# GROUP BY Statements

### In this notebook we study some use case examples of the GROUP BY statments. We use Python as our main programming language and make use of libraries such as Pandas ans Psycopg2 to present the results of the queries.

# Aggregate Functions

Before we study the GROUP BY statements we must learn about aggregate functions. SQL provides us with a large number of aggregate function but we'll just cover a few of them here, the ones that I belive are the most common. 

The main idea behind the aggregate functions is to take several inputs and return a single input. In our particular case, we'll call an aggregate function on a given column (or a subset of the column) and it will return a single value made out of the values of the column.

In fact we´ve already seen an example of aggregate function. The COUNT() function takes a set of rows and returns the number of those rows.

In order to start coding, first, we have call the pandas and psycopg2 libraries and create a connection to communicate with the database.



In [1]:
import pandas as pd
import psycopg2 as pg2

connection = pg2.connect(database = 'dvdrental', user = 'postgres', password = 'password')

Just like in the prevous notebook, we´ll define the get_data function in order to prevent memory problems and to make our code more clean

In [2]:
def get_data(query, rows = 10):

    with connection.cursor() as cursor:
        cursor. execute(query)

        if rows == 'all':
            raw_data = cursor.fetchall()
        else:
            raw_data = cursor.fetchmany(rows) 

        col_names = [col_desc[0] for col_desc in cursor.description]
        data = pd.DataFrame(raw_data, columns = col_names)

    return data

## Ex. 1 (AVG)

We can use the AVG (average function) to calculate the average replacement cost of the movies in the database ## Ex. 1 (AVG)

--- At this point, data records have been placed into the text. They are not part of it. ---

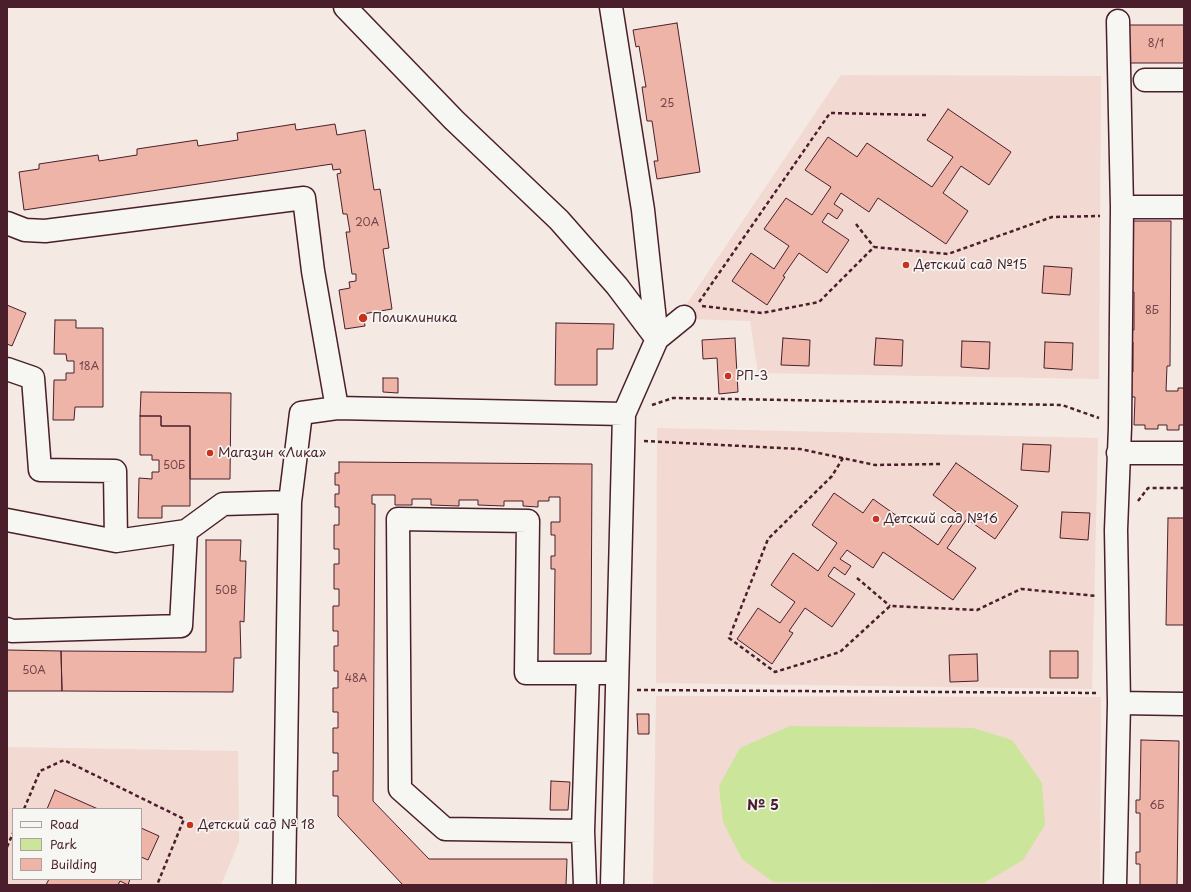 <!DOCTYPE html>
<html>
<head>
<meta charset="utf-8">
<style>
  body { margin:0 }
  #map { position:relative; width:1191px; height:892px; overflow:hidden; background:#f4e9e3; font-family:"Playpen Sans",sans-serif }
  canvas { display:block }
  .frame { position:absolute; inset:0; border:8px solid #4a1f2b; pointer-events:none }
  .legend { position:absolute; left:12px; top:808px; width:130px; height:72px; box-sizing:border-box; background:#f6f6f2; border:1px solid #b1a0a2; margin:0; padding:5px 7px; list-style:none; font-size:12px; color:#4a1f2b }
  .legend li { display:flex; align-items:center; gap:8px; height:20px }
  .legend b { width:20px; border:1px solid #b1a0a2 }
</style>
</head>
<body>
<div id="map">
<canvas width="1191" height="892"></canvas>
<div class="frame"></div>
<ul class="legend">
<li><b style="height:5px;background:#f6f6f2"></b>Road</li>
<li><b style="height:11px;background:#cbe59b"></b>Park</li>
<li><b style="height:11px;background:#eeb4a8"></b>Building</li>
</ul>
</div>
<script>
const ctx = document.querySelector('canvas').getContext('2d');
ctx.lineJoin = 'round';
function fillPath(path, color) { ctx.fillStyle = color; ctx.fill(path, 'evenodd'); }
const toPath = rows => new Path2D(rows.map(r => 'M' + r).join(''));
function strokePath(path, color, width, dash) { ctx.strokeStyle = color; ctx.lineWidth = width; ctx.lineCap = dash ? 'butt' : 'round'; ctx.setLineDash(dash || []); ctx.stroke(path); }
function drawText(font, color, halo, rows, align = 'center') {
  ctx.font = font + ' "Playpen Sans",sans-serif'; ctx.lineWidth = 3.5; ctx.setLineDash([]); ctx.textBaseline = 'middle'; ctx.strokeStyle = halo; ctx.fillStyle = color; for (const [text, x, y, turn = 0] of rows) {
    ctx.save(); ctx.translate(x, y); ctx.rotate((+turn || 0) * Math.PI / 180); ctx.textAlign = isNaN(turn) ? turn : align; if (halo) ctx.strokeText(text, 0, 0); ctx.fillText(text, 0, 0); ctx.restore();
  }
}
fillPath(toPath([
  [841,75,1101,76,1099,379,758,373,750,321,688,319,680,314],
  [657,428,1098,438,1092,689,656,683],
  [656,696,1101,697,1100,885,653,885],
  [7,747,238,751,239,842,221,885,7,885],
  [13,809,141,809,141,879,13,879]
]), '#f2d9d1');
fillPath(toPath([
  [790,726,973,728,1012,740,1042,783,1045,825,1023,860,984,883,773,882,742,859,723,822,719,786,740,748]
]), '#cbe59b');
const building = toPath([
  [677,23,700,172,657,179,654,161,658,161,652,121,647,121,642,87,646,87,639,46,636,47,633,30,677,23],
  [1128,25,1184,25,1184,63,1129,63,1128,25],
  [948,109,1011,152,989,185,961,166,943,193,968,211,946,244,878,198,869,212,841,193,834,204,843,210,837,219,828,213,822,222,849,240,827,273,799,253,783,276,785,277,767,305,732,281,751,253,774,269,789,246,764,229,786,198,812,215,831,187,805,170,828,137,857,157,867,143,932,187,953,157,927,140,948,109],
  [295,124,296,130,335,124,337,135,365,130,374,190,380,189,389,248,383,249,392,309,363,314,365,326,345,329,339,290,350,288,349,282,356,281,356,274,352,274,346,232,350,232,347,214,343,214,337,174,341,173,340,169,333,170,332,164,24,210,19,172,39,169,39,164,98,155,99,161,137,155,137,149,197,140,198,146,238,140,237,133,295,124],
  [1133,221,1171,221,1170,366,1167,366,1166,391,1178,391,1178,388,1184,388,1184,425,1179,425,1179,430,1167,430,1167,425,1158,425,1158,429,1145,429,1145,425,1134,425,1135,397,1129,397,1129,372,1133,372,1133,342,1128,342,1128,330,1134,330,1134,292,1129,292,1129,279,1133,279,1133,221],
  [1044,266,1072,268,1070,295,1042,293,1044,266],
  [7,305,26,313,12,346,7,344,7,305],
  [55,320,76,320,76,328,103,328,103,407,75,407,74,420,53,420,54,380,66,380,66,373,74,373,74,361,67,361,66,354,54,354,55,320],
  [556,323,614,324,613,349,597,349,597,385,555,385,556,323],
  [735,338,738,392,719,394,717,358,703,359,702,340,735,338],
  [783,338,810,340,809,366,781,365,783,338],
  [876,338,903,340,902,366,874,365,876,338],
  [962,341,990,342,989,369,961,367,962,341],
  [1045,342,1073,343,1072,370,1044,368,1045,342],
  [383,378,398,378,398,393,383,392,383,378],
  [141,392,231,393,230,479,190,479,190,426,161,426,161,416,140,416,141,392],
  [140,416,161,416,161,426,190,426,190,506,162,506,162,518,138,518,139,478,152,479,152,472,159,472,159,460,152,460,152,455,140,455,140,416],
  [1023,444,1051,445,1049,472,1021,470,1023,444],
  [339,462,592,464,591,654,554,654,555,569,551,569,551,556,555,556,555,535,551,535,551,522,560,522,560,497,549,497,549,501,538,501,538,507,523,506,523,501,504,501,504,506,478,505,478,500,459,500,459,506,431,505,431,499,412,499,412,505,395,505,395,495,372,495,372,504,375,504,373,801,429,859,567,859,566,885,403,885,338,816,338,796,333,796,333,771,338,771,338,753,333,753,333,728,338,728,338,712,333,712,333,688,338,688,338,671,334,671,334,646,338,646,338,631,333,631,333,606,339,606,339,589,334,589,334,564,339,564,339,549,334,549,334,525,339,525,339,507,335,507,335,494,339,494,339,485,335,485,335,473,339,473,339,462],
  [956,463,1018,506,995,539,967,519,947,548,976,568,953,600,883,552,873,568,847,550,840,559,851,566,845,575,834,567,828,576,855,594,832,627,805,608,789,631,793,633,772,664,737,639,758,608,780,623,795,602,771,585,793,553,818,571,837,543,812,525,834,493,863,513,873,499,938,545,959,514,933,495,956,463],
  [1062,512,1090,513,1088,540,1060,538,1062,512],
  [1168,518,1184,518,1184,625,1166,625,1168,518],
  [206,540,241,540,240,561,246,561,244,622,240,621,241,658,234,658,233,692,62,691,61,651,206,652,206,540],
  [7,650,61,651,62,691,7,691,7,650],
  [1050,651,1078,651,1078,678,1050,678,1050,651],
  [977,654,978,681,950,682,949,655,977,654],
  [637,714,649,714,649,734,638,734,637,714],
  [1141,740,1179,741,1177,885,1140,885,1140,864,1136,864,1136,852,1140,852,1140,813,1136,813,1136,800,1140,800,1141,740],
  [551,781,570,782,568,810,550,810,551,781],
  [55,790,98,809,47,809,55,790],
  [141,828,159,836,148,860,141,857,141,828],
  [49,879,130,879,128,885,120,881,118,885,46,885,49,879]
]);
fillPath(building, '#eeb4a8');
strokePath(building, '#4a1f2b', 1);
const minor = toPath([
  [345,7,454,120,559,220,617,286,657,339],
  [611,7,643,210,657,339],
  [1118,21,1122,207],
  [1145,80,1184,80],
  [7,223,25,230,45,231,304,198,313,271,337,408],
  [7,369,33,378,40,470,115,471,116,541],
  [1118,453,1184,453],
  [7,520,116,541,186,531,223,504,290,502],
  [7,629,12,631,181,626,186,531],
  [1119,703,1184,704],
  [583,831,588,673],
  [284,885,290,502,301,413,337,408,624,414],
  [585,885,583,831,445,829,400,789,398,519,528,521,526,673,616,673],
  [612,885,624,414,657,339,684,317],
  [1115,885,1119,703,1116,530,1120,427,1122,207,1184,207]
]);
strokePath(minor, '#4a1f2b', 25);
strokePath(toPath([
  [856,224,874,247],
  [699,302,830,113,926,115],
  [702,306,762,313,819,302,874,247,948,254,1052,217,1100,216],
  [652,405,673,398,1062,405,1099,418],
  [644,441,800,449,875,465,940,464],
  [843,458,832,476,768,539,729,638,775,672,840,652,890,606,977,610,1021,589,1097,596],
  [1138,501,1148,488,1184,488],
  [857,578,890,606],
  [637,690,1098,693],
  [24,809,40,771,64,760,184,819,157,885],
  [7,847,13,833]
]), '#4a1f2b', 2.5, [4, 3]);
strokePath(minor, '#f6f6f2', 22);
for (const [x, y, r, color] of [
  [906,265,4,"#c8321e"],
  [363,318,5,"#c8321e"],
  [728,376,4,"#c8321e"],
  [210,453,4,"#c8321e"],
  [876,519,4,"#c8321e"],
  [190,825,4,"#c8321e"]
]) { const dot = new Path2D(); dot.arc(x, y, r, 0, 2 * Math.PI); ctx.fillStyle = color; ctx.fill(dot); strokePath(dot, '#f6f6f2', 1.5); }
drawText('11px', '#73444a', null, [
  ["8/1",1156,44],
  ["25",667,104],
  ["20А",367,223],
  ["8Б",1152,311],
  ["18А",89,367],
  ["50Б",174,466],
  ["50В",226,591],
  ["50А",34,671],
  ["48А",356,679],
  ["6Б",1157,806]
]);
drawText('13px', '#4a1f2b', '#f6f6f2', [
  ["Детский сад №15",914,265],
  ["Поликлиника",372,318],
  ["РП-3",736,376],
  ["Магазин «Лика»",218,453],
  ["Детский сад №16",884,519],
  ["Детский сад № 18",198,825]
], 'left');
drawText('bold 14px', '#4a1f2b', '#f6f6f2', [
  ["№ 5",763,806]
]);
</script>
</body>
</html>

We can use the AVG (average function) to calculate the average replacement cost of the movies in the database 

In [3]:
query_1 = 'SELECT AVG(replacement_cost) FROM film'
av_rc = get_data(query_1)

av_rc

Unnamed: 0,avg
0,19.984


## Ex. 2 (MAX)

We can ask for the maximum replacement cost. 

In [4]:
query_2 = 'SELECT MAX(replacement_cost) FROM film'
max_rc = get_data(query_2)

max_rc 

Unnamed: 0,max
0,29.99


The case in which we ask for the minimum value is totally analogous, we just have to replace the MAX() function for the MIN() function. 

## Ex. 3 (SUM)

We use the SUM() function to obtain the sum of all the vlaues in a column. In the following, we calculate the sum of all the replacement costs

In [5]:
query_3 = 'SELECT SUM(replacement_cost) FROM film'
sum_rc = get_data(query_3)

sum_rc

Unnamed: 0,sum
0,19984.0


## Ex. 4

To conclude our brief discussion on aggregate functions, I would just like to add the fact that we can call several aggregate functions at the same time on different columns, for example## Ex. 4

To conclude our brief discussion on aggregate functions, I would just like to add the fact that we can call several aggregate functions at the same time on different columns, for example

In [6]:
query_4 = '''
          SELECT SUM(replacement_cost), AVG(length) 
          FROM film
          '''
custom_query = get_data(query_4)

custom_query

Unnamed: 0,sum,avg
0,19984.0,115.272


# GROUP BY Statement

### The GROUP BY statement is used to group subsets of rows based on their values in a given field. The function performs this grouping by making use of the aggregate functions. The GROUP BY statement splits the rows into categories based on their value in a certain field and then it applies the aggregate function on each of those categories separately.

# Ex. 5

Suppose we want to know the total amount of money spent per customer. To achieve this we would have sum the amount of all the payments made by each of the customer separately. In other words we want to know the total amount per customer. The following lines of code carries on this task


In [7]:
query_5 = '''
          SELECT customer_id, SUM(amount) 
          FROM payment
          GROUP BY customer_id
          '''
amount_per_cust = get_data(query_5)

amount_per_cust

Unnamed: 0,customer_id,sum
0,184,80.8
1,87,137.72
2,477,106.79
3,273,130.72
4,550,151.69
5,51,123.7
6,394,77.8
7,272,65.87
8,70,75.83
9,190,102.75


# Ex. 6

If we wanted to know who are the five customers that have spent the most amount of money, we can make the following query

In [8]:
query_6 = '''
          SELECT customer_id, SUM(amount) 
          FROM payment
          GROUP BY customer_id 
          ORDER BY SUM(amount) DESC
          LIMIT 5
          '''
top_customers = get_data(query_6)

top_customers

Unnamed: 0,customer_id,sum
0,148,211.55
1,526,208.58
2,178,194.61
3,137,191.62
4,144,189.6


## Ex. 7

We can also group by multiple columns, for example, we could ask for the maximum amount spent per customer_id per staff_id and then order by customer_id and then we perform a suborder by staff_id

In [9]:
query_7 = '''
          SELECT customer_id, staff_id, SUM(amount) 
          FROM payment
          GROUP BY customer_id, staff_id
          ORDER BY customer_id, staff_id
          '''
max_amount = get_data(query_7)

max_amount

Unnamed: 0,customer_id,staff_id,sum
0,1,1,60.85
1,1,2,53.85
2,2,1,55.86
3,2,2,67.88
4,3,1,59.88
5,3,2,70.88
6,4,1,49.88
7,4,2,31.9
8,5,1,63.86
9,5,2,70.79


## To conclude this notebook we must close the connection with the database

In [10]:
connection.close()